Sans doute est-ce Pines qui incarne la facette la plus personnelle mais également la plus déroutante de l’accrochage. Avec une impressionnante méticulosité, quasi photographique, Hewlett s’est appliqué à reproduire les fameux « pins » qui bordent les côtes du sud-ouest de la France. Le tout pour une évocation ambivalente de la nature à laquelle le moins que l’on puisse dire est qu’il ne nous avait pas préparés…

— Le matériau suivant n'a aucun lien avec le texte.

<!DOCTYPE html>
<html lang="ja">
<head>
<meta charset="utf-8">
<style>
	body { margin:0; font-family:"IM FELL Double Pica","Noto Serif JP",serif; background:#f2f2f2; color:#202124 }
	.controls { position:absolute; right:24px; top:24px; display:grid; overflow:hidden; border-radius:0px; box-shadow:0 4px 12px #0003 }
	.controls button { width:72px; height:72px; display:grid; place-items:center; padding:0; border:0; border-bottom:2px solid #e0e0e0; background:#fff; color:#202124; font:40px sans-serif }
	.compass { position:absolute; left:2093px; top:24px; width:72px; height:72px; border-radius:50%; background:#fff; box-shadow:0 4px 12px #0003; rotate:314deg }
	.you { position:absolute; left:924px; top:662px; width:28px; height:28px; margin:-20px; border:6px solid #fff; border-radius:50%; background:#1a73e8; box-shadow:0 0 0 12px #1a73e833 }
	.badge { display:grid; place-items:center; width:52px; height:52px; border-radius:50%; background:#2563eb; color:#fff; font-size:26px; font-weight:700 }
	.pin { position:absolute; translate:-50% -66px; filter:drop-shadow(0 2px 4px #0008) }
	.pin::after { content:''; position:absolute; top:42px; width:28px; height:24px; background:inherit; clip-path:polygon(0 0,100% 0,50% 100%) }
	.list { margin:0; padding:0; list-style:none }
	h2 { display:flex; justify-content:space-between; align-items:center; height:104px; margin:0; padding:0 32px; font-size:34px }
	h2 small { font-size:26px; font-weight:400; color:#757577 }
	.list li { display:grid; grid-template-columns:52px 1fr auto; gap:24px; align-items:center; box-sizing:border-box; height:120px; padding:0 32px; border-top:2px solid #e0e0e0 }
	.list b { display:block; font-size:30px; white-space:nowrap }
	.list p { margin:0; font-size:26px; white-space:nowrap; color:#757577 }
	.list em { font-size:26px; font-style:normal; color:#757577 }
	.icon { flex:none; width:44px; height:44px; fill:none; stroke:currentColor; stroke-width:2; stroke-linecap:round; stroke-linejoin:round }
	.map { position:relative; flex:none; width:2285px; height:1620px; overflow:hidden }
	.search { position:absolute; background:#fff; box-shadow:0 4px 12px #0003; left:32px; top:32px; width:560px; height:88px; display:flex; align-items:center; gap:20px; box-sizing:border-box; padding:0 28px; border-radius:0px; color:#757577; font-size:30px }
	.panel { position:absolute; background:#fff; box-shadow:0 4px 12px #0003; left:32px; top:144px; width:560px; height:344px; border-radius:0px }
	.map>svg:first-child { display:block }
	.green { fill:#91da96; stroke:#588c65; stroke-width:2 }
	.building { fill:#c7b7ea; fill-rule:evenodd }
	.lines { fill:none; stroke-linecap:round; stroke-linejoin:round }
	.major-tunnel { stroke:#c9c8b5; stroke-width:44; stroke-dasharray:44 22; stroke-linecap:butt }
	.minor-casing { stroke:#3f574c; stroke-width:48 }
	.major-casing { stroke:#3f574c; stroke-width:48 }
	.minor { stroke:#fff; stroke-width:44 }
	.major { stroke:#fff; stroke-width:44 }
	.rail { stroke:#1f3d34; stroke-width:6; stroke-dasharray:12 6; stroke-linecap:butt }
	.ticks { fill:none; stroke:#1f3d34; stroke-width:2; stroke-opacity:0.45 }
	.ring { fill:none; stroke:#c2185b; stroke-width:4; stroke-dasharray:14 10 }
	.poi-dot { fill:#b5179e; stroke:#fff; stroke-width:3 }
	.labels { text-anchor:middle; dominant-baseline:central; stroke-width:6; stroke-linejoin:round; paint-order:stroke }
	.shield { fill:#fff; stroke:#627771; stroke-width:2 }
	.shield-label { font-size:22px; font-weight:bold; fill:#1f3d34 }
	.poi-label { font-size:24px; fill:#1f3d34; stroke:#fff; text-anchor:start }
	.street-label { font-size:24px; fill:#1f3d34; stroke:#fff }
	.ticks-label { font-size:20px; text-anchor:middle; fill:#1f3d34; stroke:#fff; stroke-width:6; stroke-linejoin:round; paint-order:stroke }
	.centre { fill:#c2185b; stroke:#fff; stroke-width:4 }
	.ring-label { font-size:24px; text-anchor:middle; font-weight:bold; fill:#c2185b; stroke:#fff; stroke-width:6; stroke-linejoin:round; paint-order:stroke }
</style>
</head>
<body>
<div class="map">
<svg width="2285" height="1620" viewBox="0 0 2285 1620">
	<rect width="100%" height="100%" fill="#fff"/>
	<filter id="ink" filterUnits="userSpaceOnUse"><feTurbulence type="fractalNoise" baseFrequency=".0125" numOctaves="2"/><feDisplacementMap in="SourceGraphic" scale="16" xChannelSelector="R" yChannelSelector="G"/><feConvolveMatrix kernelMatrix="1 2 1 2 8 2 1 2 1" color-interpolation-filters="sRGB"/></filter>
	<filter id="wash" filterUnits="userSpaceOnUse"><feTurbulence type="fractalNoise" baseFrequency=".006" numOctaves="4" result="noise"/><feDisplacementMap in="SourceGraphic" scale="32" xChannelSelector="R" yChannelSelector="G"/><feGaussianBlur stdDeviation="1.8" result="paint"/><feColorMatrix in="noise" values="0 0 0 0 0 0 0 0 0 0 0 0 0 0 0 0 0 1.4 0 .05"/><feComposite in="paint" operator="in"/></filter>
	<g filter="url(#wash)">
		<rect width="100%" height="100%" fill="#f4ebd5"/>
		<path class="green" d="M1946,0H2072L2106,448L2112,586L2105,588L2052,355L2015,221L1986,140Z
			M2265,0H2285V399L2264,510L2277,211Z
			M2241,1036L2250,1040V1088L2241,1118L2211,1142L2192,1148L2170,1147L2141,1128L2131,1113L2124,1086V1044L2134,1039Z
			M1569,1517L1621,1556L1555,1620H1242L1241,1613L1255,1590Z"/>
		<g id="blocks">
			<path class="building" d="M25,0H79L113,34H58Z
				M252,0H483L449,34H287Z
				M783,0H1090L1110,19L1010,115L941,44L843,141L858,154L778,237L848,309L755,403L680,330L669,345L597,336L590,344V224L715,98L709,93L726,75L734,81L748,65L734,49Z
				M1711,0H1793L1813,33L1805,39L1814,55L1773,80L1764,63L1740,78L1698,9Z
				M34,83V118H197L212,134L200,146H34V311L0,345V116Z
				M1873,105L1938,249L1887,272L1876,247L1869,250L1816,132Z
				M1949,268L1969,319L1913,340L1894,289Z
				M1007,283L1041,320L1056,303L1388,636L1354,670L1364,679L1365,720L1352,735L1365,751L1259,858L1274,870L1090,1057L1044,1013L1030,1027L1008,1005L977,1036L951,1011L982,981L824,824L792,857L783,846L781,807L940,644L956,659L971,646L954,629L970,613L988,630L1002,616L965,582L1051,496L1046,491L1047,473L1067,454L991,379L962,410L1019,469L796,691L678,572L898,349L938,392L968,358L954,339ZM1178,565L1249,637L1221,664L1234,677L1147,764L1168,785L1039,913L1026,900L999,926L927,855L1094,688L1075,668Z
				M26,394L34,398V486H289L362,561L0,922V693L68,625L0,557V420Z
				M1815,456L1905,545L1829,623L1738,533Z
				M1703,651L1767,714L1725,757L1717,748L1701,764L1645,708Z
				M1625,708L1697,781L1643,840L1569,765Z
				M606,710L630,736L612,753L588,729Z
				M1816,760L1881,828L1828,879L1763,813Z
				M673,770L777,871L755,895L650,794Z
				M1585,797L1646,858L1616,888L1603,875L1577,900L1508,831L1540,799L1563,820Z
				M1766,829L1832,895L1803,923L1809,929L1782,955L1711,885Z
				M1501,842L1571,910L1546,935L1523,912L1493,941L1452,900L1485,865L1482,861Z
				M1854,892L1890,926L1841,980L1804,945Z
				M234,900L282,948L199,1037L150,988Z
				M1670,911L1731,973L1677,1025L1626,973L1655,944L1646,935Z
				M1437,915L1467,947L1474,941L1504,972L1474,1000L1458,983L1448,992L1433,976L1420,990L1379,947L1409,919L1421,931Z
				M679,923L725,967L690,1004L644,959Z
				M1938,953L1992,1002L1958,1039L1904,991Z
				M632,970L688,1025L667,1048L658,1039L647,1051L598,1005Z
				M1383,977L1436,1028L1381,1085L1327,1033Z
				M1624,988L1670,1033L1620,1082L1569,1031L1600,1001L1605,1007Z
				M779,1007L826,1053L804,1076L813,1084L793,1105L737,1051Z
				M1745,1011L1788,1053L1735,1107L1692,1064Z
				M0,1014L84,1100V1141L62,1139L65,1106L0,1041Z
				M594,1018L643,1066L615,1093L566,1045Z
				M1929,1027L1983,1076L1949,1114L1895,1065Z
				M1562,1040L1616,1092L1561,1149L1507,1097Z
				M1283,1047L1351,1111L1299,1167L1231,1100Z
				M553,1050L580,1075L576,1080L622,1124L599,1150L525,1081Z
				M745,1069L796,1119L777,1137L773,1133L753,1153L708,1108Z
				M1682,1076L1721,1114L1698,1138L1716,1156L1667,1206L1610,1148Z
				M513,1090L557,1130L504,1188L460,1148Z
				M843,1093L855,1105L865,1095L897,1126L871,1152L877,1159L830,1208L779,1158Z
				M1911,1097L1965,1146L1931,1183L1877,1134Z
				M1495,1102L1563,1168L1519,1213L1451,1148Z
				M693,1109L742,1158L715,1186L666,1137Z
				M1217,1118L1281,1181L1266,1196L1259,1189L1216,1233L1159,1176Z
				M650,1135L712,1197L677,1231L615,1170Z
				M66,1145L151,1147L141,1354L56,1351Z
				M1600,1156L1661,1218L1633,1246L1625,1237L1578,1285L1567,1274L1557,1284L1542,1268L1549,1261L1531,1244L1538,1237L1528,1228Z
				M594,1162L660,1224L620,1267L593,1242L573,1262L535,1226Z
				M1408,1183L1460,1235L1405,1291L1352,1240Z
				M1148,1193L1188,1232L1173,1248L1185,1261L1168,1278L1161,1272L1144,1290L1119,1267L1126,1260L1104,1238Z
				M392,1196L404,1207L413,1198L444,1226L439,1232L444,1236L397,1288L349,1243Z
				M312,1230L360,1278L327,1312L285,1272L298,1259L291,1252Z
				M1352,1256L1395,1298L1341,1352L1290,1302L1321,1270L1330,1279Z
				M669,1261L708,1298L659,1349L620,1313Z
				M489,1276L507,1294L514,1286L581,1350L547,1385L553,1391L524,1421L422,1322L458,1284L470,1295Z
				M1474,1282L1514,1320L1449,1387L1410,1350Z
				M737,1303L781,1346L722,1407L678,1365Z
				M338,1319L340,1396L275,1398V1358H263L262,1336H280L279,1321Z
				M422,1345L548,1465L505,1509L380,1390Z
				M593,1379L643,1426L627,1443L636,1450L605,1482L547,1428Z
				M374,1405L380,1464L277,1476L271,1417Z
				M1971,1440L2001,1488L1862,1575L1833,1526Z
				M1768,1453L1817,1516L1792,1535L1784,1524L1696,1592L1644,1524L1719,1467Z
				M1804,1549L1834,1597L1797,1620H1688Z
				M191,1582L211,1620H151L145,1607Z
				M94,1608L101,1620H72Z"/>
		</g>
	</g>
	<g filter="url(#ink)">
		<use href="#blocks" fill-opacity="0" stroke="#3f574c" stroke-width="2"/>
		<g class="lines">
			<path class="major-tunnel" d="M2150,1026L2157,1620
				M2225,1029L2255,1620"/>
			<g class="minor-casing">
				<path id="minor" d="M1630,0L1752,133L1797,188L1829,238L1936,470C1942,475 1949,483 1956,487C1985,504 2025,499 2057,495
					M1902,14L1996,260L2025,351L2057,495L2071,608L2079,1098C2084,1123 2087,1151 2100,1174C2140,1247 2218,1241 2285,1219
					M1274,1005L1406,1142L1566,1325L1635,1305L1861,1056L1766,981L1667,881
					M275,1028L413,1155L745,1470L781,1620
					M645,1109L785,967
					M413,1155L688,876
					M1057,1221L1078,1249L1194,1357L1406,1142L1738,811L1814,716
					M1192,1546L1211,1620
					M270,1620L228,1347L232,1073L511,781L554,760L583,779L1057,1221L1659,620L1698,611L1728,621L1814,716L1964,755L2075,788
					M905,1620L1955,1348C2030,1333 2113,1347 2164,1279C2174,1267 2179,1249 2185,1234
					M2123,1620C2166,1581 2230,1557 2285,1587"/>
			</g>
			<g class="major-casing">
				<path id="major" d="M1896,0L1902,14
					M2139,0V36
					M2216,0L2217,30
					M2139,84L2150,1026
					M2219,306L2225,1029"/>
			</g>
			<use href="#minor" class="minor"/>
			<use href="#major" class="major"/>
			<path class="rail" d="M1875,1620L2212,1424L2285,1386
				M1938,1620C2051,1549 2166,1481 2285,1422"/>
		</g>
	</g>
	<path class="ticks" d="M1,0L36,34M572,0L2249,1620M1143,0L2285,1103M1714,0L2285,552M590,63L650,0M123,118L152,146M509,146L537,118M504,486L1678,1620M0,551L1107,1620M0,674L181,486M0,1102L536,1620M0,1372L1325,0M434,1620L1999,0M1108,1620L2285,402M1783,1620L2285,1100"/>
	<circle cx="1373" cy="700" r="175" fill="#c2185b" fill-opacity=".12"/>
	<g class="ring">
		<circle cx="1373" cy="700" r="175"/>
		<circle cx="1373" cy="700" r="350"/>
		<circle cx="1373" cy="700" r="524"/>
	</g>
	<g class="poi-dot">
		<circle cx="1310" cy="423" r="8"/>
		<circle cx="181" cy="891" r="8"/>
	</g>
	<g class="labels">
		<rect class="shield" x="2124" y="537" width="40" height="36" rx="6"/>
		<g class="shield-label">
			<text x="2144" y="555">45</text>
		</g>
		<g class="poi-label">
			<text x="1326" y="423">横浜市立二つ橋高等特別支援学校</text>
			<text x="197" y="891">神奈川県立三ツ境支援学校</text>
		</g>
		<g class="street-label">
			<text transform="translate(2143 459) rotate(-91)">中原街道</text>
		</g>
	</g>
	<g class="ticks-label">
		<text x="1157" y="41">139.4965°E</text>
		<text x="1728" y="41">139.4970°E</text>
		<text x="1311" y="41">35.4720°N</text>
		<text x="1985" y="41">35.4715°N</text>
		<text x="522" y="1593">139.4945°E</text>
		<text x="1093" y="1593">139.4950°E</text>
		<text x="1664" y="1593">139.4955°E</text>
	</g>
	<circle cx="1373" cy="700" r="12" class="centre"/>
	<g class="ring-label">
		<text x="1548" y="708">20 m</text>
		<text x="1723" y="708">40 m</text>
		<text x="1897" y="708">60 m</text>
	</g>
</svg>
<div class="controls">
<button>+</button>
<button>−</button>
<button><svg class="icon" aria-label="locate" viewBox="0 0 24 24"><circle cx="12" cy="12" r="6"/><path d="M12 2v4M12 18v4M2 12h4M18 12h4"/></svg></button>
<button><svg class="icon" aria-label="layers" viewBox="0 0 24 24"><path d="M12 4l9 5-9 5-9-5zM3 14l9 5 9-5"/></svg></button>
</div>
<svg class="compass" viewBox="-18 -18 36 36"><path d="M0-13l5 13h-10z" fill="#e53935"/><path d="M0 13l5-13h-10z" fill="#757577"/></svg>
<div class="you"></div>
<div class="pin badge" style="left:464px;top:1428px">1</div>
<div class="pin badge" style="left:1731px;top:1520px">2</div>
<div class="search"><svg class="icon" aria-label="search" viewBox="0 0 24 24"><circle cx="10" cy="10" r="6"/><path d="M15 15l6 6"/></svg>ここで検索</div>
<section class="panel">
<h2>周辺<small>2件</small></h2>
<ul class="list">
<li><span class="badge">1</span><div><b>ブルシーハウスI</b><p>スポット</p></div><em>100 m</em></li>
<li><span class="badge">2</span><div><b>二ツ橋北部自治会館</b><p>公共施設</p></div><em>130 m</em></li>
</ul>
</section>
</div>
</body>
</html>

THE SUGGESTIONISTS, JAMIE HEWLETT, THE SAATCHI GALLERY, KING’S ROAD, À LONDRES. JUSQU’AU 02/12. WWW.SAATCHI-GALLERY.CO.UK

PORTRAIT: Jamie Hewlett

Tarot: L'Empereur
Tarot: L’Empereur© Jamie Hewlett

Né en 1968, Jamie Hewlett est originaire d’Horsham, une petite ville anglaise plutôt prospère située à l’ouest du comté du Sussex. Graphiste et auteur de comics, il fait ses premiers pas en bande dessinée dès 1987 en imaginant Atom Tan, un fanzine qu’il réalise entre autres en compagnie d’Alan Martin alors qu’il est encore étudiant à l’Université de Northbrook. Très vite, cette feuille de chou est repérée par Brett Ewins et Steve Dillon, deux dessinateurs underground sur le point de lancer un nouveau magazine du nom de Deadline. Dès 1988, la revue en question, qui mêle comics et chroniques musicales, voit le jour. Cordialement invités à contribuer à l’aventure, Hewlett et Martin en profitent pour y diffuser les aventures de Tank Girl, une héroïne anarchiste et sexuellement explicite. Nourrie au no future et traversée d’influences punk, cette bande dessinée devient rapidement culte, au point de servir de fer de lance au magazine tout entier. Le style de Hewlett, qui doit pas mal à Brendan McCarthy, un dessinateur britannique connu notamment pour avoir livré sa version de Judge Dredd, lui offre d’autres collaborations-pochettes de disque, merchandising…- et, au fil du temps, lui ouvre les portes de médias plus diffusés comme 2000AD. En 1995, Tank Girl est adapté au cinéma par Rachel Talalay. Malheureusement, le film s’avère un échec. Un an plus tard, la parution de Deadline s’arrête en raison de la chute des ventes. Hewlett se tourne alors vers des boulots alimentaires pour la télévision et la publicité. Le hasard l’amène à partager une location avec Damon Albarn de Blur qu’il considère pourtant comme… « un branleur ». La petite histoire veut que ce soit en regardant MTV jusqu’à la nausée que les deux protagonistes de Gorillaz aient eu l’idée d’un groupe virtuel au sein duquel Hewlett aurait la charge de l’univers visuel du projet. L’idée? Réinventer la pop en se débarrassant de son habituel cahier des charges. Le tout en en démontant les rouages -célébrité, attitude…- et en s’amusant à faire jouer du dub mélancolique, du hip-hop et du rock américain à des personnages de bande dessinée. La suite? Elle est archiconnue. Elle s’ouvre en 2001 avec un album éponyme qui fait un carton et se poursuit, de succès en succès –Demon Days, Plastic Beach-, jusqu’à The Fall, album initialement réservé aux membres du fan-club, puis publié dans les marchés en avril 2011. 2016 devrait signer la fin d’un silence créatif qui n’aura duré que trop longtemps.